Dislivello: 565 m in salita, 830 m in discesa
Lunghezza: 14 km circa
Tempo di percorrenza: 4 ore e 30 minuti
Sentiero: n. 6 e 7
Difficoltà: Tappa Turistica

La seconda tappa dell’Alta Via parte dal Rifugio Biella per giungere al Rifugio Sénnes (in ladino Ücia de Sénes) si possono seguire indifferentemente uno dei seguenti percorsi.
a) Per la comoda stradina segnata con il n. 6 che compie una immensa S e conduce tranquillamente al Sénnes in un’oretta circa, oppure: b) per circa un chilometro sulla detta stradina, poi per il sentiero che si stacca a destra (sud ovest; quota 2260 m; segnato anch’esso con il n. 6) che sale per la brughiera fino sulla vicina larga cresta. Quindi per gli avvallamenti erbosi opposti scende a sud ovest, poi a sud, fin sulla strada bianca da cui in breve al Rifugio Sénnes, 2116 m, impiegando più o meno lo stesso tempo del precedente, ma più interessante per flora e panorama.
Ore 1 dal Biella.

Il Rifugio Sénnes, di proprietà privata, sorge presso il caratteristico complesso di malghe che ingentiliscono l’altipiano pascolivo dell’Alpe di Sénnes, un luogo di serenità e di pace sul cui sfondo appaiono la Croda Rossa d’Ampezzo, il Cristallo e il Fànes. Aperto con servizio d’alberghetto dall’1 giugno al 15 ottobre (e dal 26 dicembre al 9 gennaio e dall’1 febbraio al 30 aprile), dispone di una cinquantina di posti letto; non ha ricovero invernale; telefono rifugio +39 0474 50 10 92.

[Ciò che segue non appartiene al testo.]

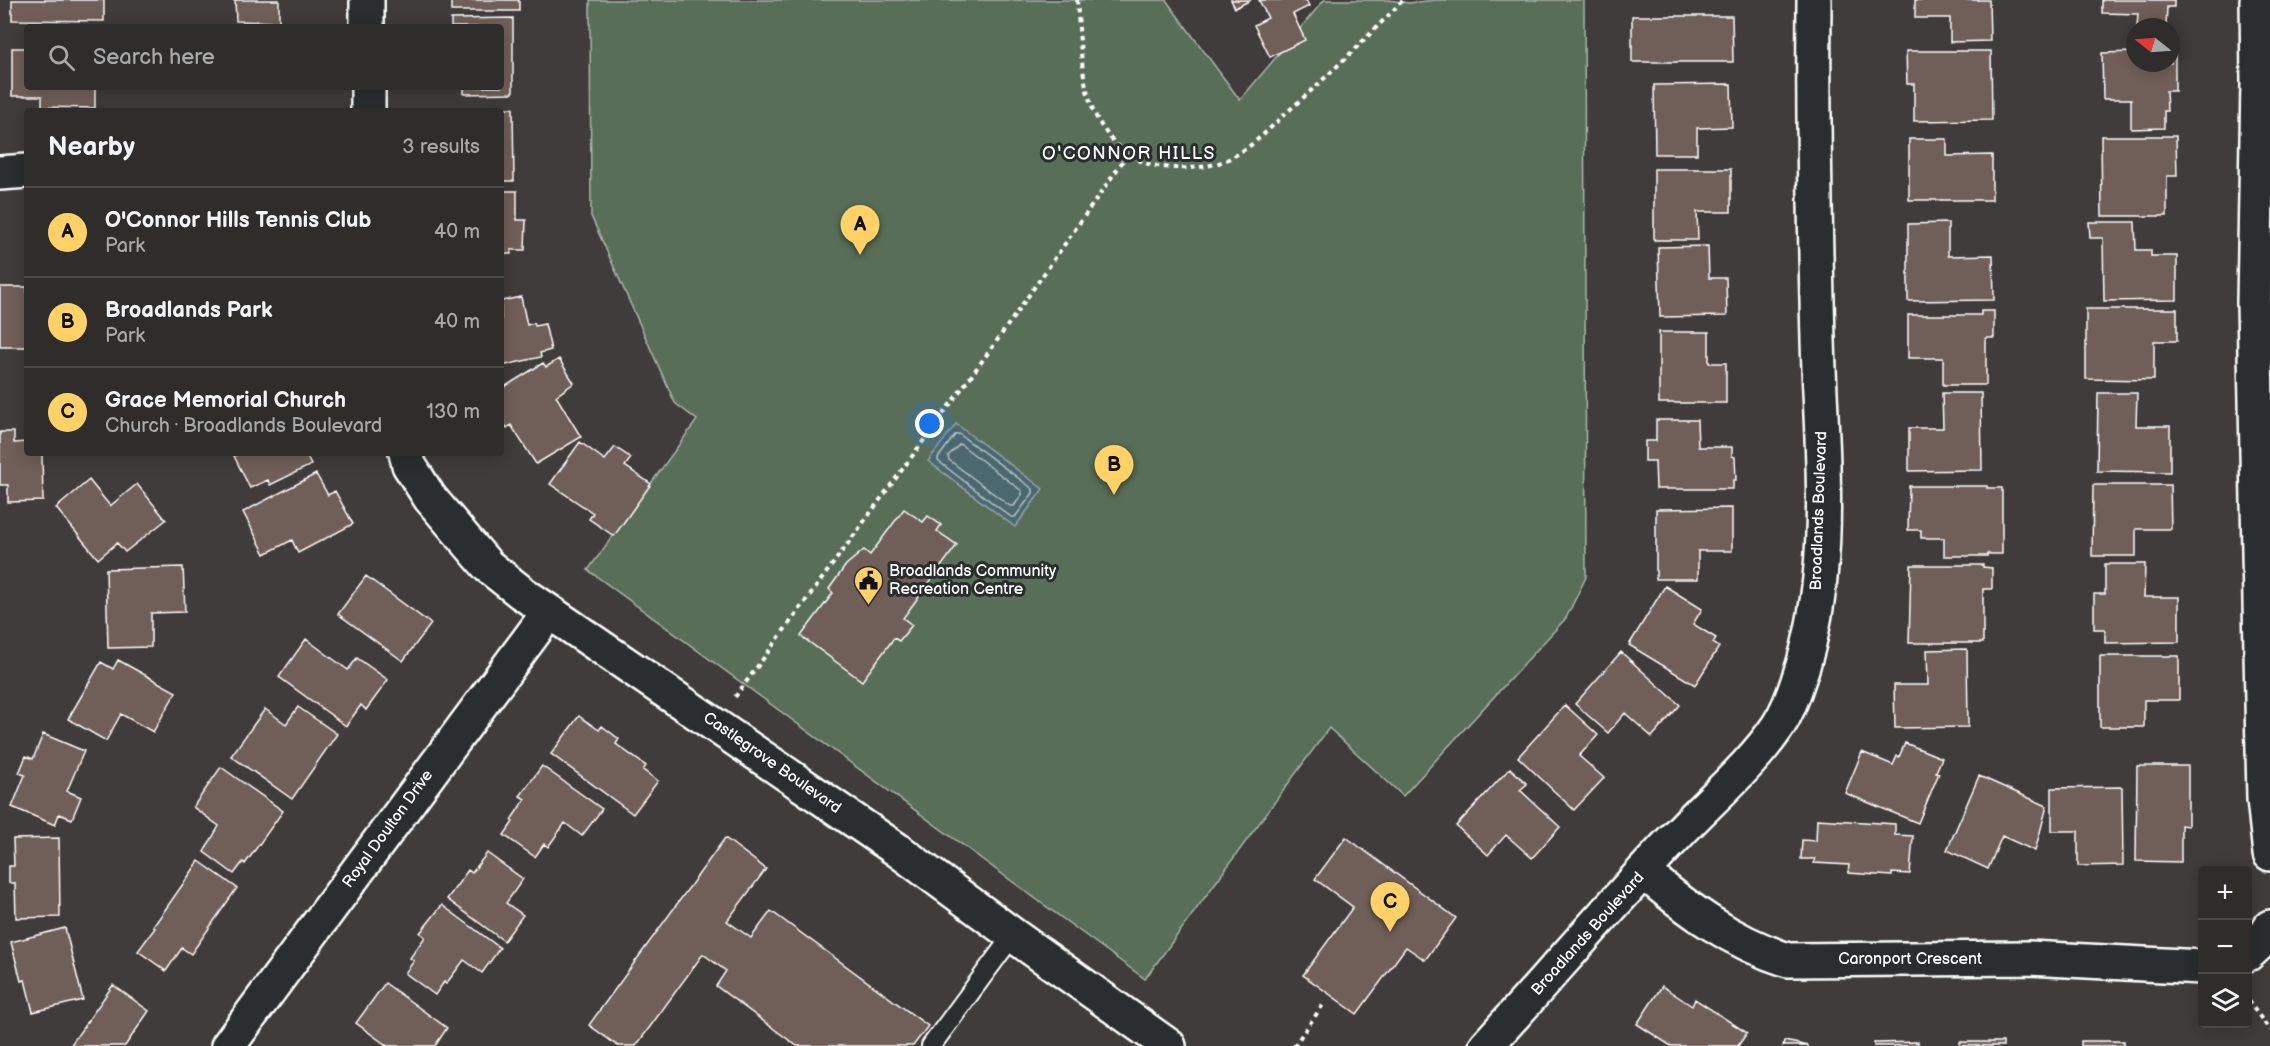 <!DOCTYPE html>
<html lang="en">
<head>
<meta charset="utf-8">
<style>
	:root { --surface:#2f2d2c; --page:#3b3938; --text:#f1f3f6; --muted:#a7a8a9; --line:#4a4948; --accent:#ffd166 }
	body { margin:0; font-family:"Balsamiq Sans",sans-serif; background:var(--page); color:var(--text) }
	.controls { position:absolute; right:18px; bottom:18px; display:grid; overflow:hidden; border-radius:6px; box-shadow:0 3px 15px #0003 }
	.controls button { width:54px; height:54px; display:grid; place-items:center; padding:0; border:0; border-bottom:2px solid var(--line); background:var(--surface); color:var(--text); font:30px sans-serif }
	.compass { position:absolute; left:2126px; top:18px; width:54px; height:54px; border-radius:50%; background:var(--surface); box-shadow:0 3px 15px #0003; rotate:287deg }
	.you { position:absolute; left:930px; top:424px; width:21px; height:21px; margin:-15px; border:4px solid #fff; border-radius:50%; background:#1a73e8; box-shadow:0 0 0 9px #1a73e833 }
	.badge { display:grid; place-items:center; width:39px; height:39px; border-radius:50%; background:var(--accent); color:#111; font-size:20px; font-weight:700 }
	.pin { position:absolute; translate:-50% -50px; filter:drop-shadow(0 2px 3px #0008) }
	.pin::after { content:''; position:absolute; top:32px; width:21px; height:18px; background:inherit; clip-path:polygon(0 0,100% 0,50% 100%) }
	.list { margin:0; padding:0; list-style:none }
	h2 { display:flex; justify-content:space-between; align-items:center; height:78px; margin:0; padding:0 24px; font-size:26px }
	h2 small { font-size:20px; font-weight:400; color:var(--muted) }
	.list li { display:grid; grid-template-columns:39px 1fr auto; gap:18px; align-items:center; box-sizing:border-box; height:90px; padding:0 24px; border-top:2px solid var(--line) }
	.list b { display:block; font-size:22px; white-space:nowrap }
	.list p { margin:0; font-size:20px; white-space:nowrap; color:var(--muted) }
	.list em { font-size:20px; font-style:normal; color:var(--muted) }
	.icon { flex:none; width:33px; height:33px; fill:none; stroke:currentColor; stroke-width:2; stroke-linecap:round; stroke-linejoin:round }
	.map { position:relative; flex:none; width:2270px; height:1046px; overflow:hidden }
	.search { position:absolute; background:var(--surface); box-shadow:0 3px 15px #0003; left:24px; top:24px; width:480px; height:66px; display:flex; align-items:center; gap:15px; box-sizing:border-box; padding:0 21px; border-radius:6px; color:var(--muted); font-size:22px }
	.panel { position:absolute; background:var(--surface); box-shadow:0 3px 15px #0003; left:24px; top:108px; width:480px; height:348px; border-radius:6px }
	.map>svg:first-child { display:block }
	.green { fill:#596e59; stroke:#acb6ac; stroke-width:1.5 }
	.water { fill:#4c6770; stroke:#94a4a9; stroke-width:1.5 }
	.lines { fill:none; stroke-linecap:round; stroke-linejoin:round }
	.shore { stroke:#b7c2c6; stroke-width:1.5 }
	.building { fill:#6f5e58; stroke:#fff; stroke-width:1.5 }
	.lane-casing { stroke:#fff; stroke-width:22 }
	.street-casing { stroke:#fff; stroke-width:38 }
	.path { stroke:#fff; stroke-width:4; stroke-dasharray:4.5 4.5; stroke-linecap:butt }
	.lane { stroke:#2a2d2e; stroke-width:18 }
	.street { stroke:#2a2d2e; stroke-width:33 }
	.labels { text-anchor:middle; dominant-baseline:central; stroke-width:6; stroke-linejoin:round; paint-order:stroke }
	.street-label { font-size:16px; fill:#fff; stroke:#2a2d2e }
	.poi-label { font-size:16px; fill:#fff; stroke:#2a2d2e; text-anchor:start }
	.neighbourhood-label { font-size:18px; letter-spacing:1.5px; fill:#fff; stroke:#2a2d2e }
</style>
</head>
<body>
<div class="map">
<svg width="2270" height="1046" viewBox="0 0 2270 1046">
	<rect width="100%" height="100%" fill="#3f3c3b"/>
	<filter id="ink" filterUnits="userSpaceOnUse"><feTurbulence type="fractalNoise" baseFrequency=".0167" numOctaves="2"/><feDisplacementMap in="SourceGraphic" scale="12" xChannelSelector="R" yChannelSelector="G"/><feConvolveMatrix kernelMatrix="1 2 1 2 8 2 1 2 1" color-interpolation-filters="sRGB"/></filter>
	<g filter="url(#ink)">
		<path class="green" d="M590,0H1166L1240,100L1324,0H1389L1408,3L1436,0H1584L1586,577L1566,618L1403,796L1329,728L1145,979L588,570L697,420L675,403L591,216Z"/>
		<path class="water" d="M956,424L1043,489L1015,527L928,461Z"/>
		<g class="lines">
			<path class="shore" d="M959,434L1033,489V493L1015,517H1011L938,461V458L955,435Z
				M960,444L1022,491V494L1014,506H1010L949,460L948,456Z"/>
		</g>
		<path class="building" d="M12,0H104V21L12,20Z
			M226,0H279V22L236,21L235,0Z
			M451,0H519V11H451Z
			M1231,0H1251L1235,8Z
			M1259,0H1306L1309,6L1293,14L1305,40L1270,57L1254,25L1268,18Z
			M1915,0H1989L1990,41L1950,42V18H1915Z
			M2102,0H2174V7H2167L2166,27H2137L2138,14L2102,13Z
			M1632,16H1732L1733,62H1632Z
			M513,18V93L464,94V87H501V27H451V19Z
			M12,48H27V87H95V108L42,107V96H12Z
			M1906,51H1991L1992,120L1914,121V84H1907Z
			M2135,52V63H2171V52H2175V91H2166L2167,111H2164V128L2131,129V99H2103L2102,53Z
			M1731,84L1732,127L1697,128V154H1655L1654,85Z
			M513,108L514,181H501V111H465V109Z
			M2101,136H2176L2177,176H2167V216H2102Z
			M1909,139H1947V156L1992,155V200H1909Z
			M1654,169H1731V212H1697L1698,240H1654Z
			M501,191H517V220H526L525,250H511V254H501Z
			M2089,222H2135L2136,250H2151V256H2177V300L2104,301L2103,238H2090Z
			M1948,223V256L1993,255L1994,300L1908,301V224Z
			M1708,246L1709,278H1726L1727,316L1660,317L1658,247Z
			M0,287H27V347H0Z
			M521,297L527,325L534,323L535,326L545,324L551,350L540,353L541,357L501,366V301Z
			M2086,309H2177V341H2154V380L2086,379Z
			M1981,311H1994V338H1986V385H1943V358H1908V315H1981Z
			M1659,332H1709V363H1726V403H1659Z
			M559,359L574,383L556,396L581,437L536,464L511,425L507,428L501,419V389L543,363L546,367Z
			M1942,393H1981L1982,470L1909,471V428H1943Z
			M2098,393H2137L2136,426H2170V472L2097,471Z
			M1656,420H1697L1698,447H1732V456L1735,457L1736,480H1733V489H1656L1655,461H1645V441H1656Z
			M0,432H14V443L27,442V453H42L43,501L8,502V485H0Z
			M580,442L605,460L615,447L631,458L625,466L651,484L614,536L589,519L593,513L550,484Z
			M240,453H305L311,465L270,485L268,480L250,488L234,456Z
			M316,474L328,495L335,491L353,524L298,553L292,540L265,554L243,512Z
			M89,480L110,506L137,484L166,520L125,552L117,543L98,559L56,508Z
			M2093,485H2170L2171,529H2136V556H2092Z
			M1909,486H1987V488H2002V554H1987V556H1944V538H1921V530H1908Z
			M1732,508V551H1698V579H1656V509Z
			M904,509L923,522L928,516L941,525L937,531L957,545L903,618L912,625L899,641L894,638L862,681L801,636L833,593L829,589L846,565L864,550L870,555Z
			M2105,564H2145L2144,597H2179V642L2105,643V629H2094V594H2105Z
			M1911,565H1983V567L1992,568V589H1983V643H1909Z
			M183,567L185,612L151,613V647L108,648L106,569Z
			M366,576L431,624L403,661L338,614Z
			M1665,586L1702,609L1693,624L1716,638L1713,643L1719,647L1695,685L1629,645Z
			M306,639L348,670L357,658L388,680L366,710L361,705L346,726L279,677Z
			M1967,649L1968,727L1895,728L1894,685H1928L1927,650Z
			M1621,652L1680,705L1652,737L1625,713L1608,733L1575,704Z
			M2100,656H2179V700H2144V727H2100Z
			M118,660L176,692L153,732L121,714L106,741L68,719L101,662L113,669Z
			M1565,705L1598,735L1579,756L1604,778L1574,810L1518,757Z
			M298,707L337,734L292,799L231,756L265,709L286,724Z
			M579,716L599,730L602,726L619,739L616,744L646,766L643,770L658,781L633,814L551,754Z
			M43,734L84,751L67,791L81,797L72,819L59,814L55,825L12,807L25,775L19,773L26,756L33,759Z
			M1905,743L1942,758L1936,772L1939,773L1918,823L1845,793L1862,752L1893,765L1897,756L1899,757Z
			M542,766L602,809L582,836L565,823L548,847L544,844L535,857L504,835L513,822L511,820L525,799L520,796Z
			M2137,766H2188V826L2181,825V862L2136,861Z
			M221,767L283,811L245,864L243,862L234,874L204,852L219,826L193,807Z
			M1510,768L1527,784L1520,790L1560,827L1532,858L1506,835L1488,855L1456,826Z
			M1979,776L2047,806L2035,851L2002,836L1988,869L1947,850Z
			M2122,787L2123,865L2078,866V831H2052V788Z
			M1817,819L1895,824V835L1913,836L1910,874L1892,873V876L1848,873L1849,865L1814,863L1815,859H1801L1802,840L1816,841Z
			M1346,837L1456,918L1425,960L1406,947L1357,1014L1303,975L1353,907L1315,879Z
			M59,838L60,917L16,918L15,883H9V866H14L13,839Z
			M725,838L766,869L727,921L751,938L771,911L928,1026L913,1046H797L716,986L726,971L703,954L636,1046H618L589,1025Z
			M487,853L523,879L506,903L523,915L504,941L447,899L468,870L472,873Z
			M199,861L237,888L191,954L182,948L166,971L138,951L155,928L153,927Z
			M442,905L500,948L482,973L464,960L446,984L444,982L435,995L405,973L414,961L410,958L425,937L420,933Z
			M65,928L83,1000L33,1012L25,980L21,981L11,942Z
			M385,983L447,1028L435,1046H385L386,1045L356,1023Z
			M113,985L149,1011L127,1043L125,1046H70Z
			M1662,986L1692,1006L1695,999L1747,1033L1738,1046H1671L1637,1024Z
			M1784,1041L1809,1046H1783Z
			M2081,1041H2124V1046H2081Z
			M1918,1042V1046H1874V1043Z
			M1960,1042H2003V1046H1960Z"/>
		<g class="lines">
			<defs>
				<path id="lane" d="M931,1046L1013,935"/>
				<path id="street" d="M367,0V27
					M2257,0L2258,83L2254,303L2264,799L2270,854
					M368,87V111
					M0,173L27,171
					M406,453L409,465L430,498L488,566L522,593L899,851L1013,935L1169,1046
					M1644,872C1688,910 1732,942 1788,960L2029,958L2202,967
					M2248,954L2260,943L2270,927
					M228,1046L549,612
					M1486,1046C1551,975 1613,902 1679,833C1713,797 1751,766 1778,726C1788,711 1794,694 1799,678C1836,570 1821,452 1818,340C1815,227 1813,113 1814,0"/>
			</defs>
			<use href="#lane" class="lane-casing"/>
			<use href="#street" class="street-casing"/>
			<path class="path" d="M1077,0C1080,36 1080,78 1094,112C1104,135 1124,156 1148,164C1171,170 1202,170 1224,161C1248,151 1267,131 1285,114C1326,78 1365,40 1403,0
				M735,697L996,342L1128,154
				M2248,1001L2270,1030
				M1294,1046L1325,1002"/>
			<use href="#lane" class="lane"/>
			<use href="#street" class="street"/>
		</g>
	</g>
	<defs>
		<symbol id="civic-pin" viewBox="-11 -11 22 30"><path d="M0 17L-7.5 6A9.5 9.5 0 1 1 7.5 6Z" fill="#ffd166" stroke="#2a2d2e"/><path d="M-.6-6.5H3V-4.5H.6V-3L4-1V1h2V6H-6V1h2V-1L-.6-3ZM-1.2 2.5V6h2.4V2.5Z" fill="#111"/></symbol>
	</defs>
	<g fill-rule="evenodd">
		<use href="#civic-pin" x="852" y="564" width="33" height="45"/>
	</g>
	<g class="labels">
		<g class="street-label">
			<text transform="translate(1819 511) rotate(-88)">Broadlands Boulevard</text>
			<text transform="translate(772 763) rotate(35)">Castlegrove Boulevard</text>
			<text transform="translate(388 829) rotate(-54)">Royal Doulton Drive</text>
			<text transform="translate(1588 934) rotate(-48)">Broadlands Boulevard</text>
			<text x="1910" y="959">Caronport Crescent</text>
		</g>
		<g class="poi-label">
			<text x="889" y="571">Broadlands Community<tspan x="889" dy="18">Recreation Centre</tspan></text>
		</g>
		<g class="neighbourhood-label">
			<text x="1129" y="153">O'CONNOR HILLS</text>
		</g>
	</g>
</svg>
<div class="controls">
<button>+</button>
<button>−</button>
<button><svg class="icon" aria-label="layers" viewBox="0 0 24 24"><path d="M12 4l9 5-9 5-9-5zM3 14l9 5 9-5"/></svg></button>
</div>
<svg class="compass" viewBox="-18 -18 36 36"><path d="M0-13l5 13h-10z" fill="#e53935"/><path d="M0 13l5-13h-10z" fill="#a7a8a9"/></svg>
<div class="you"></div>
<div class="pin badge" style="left:860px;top:255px">A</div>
<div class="pin badge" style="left:1114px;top:495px">B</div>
<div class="pin badge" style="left:1390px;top:932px">C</div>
<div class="search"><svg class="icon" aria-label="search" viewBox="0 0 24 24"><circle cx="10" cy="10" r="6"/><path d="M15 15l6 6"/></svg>Search here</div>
<section class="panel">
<h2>Nearby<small>3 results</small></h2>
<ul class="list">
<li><span class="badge">A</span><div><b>O'Connor Hills Tennis Club</b><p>Park</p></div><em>40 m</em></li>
<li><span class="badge">B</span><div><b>Broadlands Park</b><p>Park</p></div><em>40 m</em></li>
<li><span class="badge">C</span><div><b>Grace Memorial Church</b><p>Church · Broadlands Boulevard</p></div><em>130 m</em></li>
</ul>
</section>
</div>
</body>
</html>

Dal Sénnes si prende la stradina che porta il n. 7 e si dirige a sud proseguendo prima in lieve discesa per gli avvallamenti erbosi attraverso il vasto Pian della Lasta, poi, lasciato a sinistra (sud sud est) il sentiero (anch’esso con il n. 7) per il Rifugio Fodàra Vedla, continua a sud ovest sempre per la stradina. Infine imbocca lo stretto canalone fra il Pici Parëis ed il Col de Rü e divalla rapidamente per gli stretti tornanti fino alla distesa pianeggiante dove sorge il Rifugio Pederü, 1548 metri.
Ore 1,30 dal Rifugio Sénnes.
Ore 2,30 dal Rifugio Biella.
Anche il Rifugio Pederü è di proprietà privata e fa servizio d’alberghetto dai primi di giugno al 20 ottobre (e dal 26 dicembre al 20 aprile); offre una trentina di posti letto; non ha ricovero invernale; telefono rifugio +39 0474 50 10 86.

Dal Rifugio Pederü l’Alta Via delle Dolomiti n. 1 prosegue per il Valùn de Fànes lungo una rotabile alquanto noiosa, ma in ambiente assai interessante. Sarebbe bene farsi trasportare dal fuoristrada del gestore fino al Rifugio Fànes. Se si decide di continuare a piedi si può seguire sia la strada che le scorciatoie sul sentiero n. 7, transitando in un ambiente desolato, quasi lunare, ma molto suggestivo. Le cime attorno sono stranamente colorate e hanno un loro fascino particolare. Passato il delizioso laghetto Le Piciodèl, 1819 m, si transita accanto al Rü dal Plan (Torrente del Piano), si sale per alcuni tornanti e, a quota 1988 m, si devia decisamente a sud. A quota 2022 m si lascia a destra (sud ovest) la strada per la vicina Ücia Lavaréla (Rifugio Lavarella, 2042 m), si passa un ponticello e si giunge all’Ücia de Fànes o Rifugio Fànes, 2060 metri.
Ore 2 dal Rifugio Pederü.
Ore 4,30 dal Rifugio Biella.

Il Rifugio Fànes è una bella costruzione rivestita di legno e assai confortevole. Di proprietà privata, dispone di una settantina di posti letto, bar, pensione, ristorante, tavernetta. Aperto dai primi di giugno a metà ottobre (e dal 26 dicembre a fine aprile); non ha ricovero invernale; telefono rifugio 0474 50 10 97. Il vicino Rifugio Lavarèlla è un po’ più piccolo e modesto, ma accogliente; aperto dai primi di giugno ai primi ottobre (e da metà febbraio a metà aprile), fa servizio d’alberghetto con una trentina di posti letto; il sentiero 7-12 lo collega all’Alta Via un po’ a sud del Rifugio Fànes; ha ricovero invernale; telefono rifugio +39 0474 50 10 79.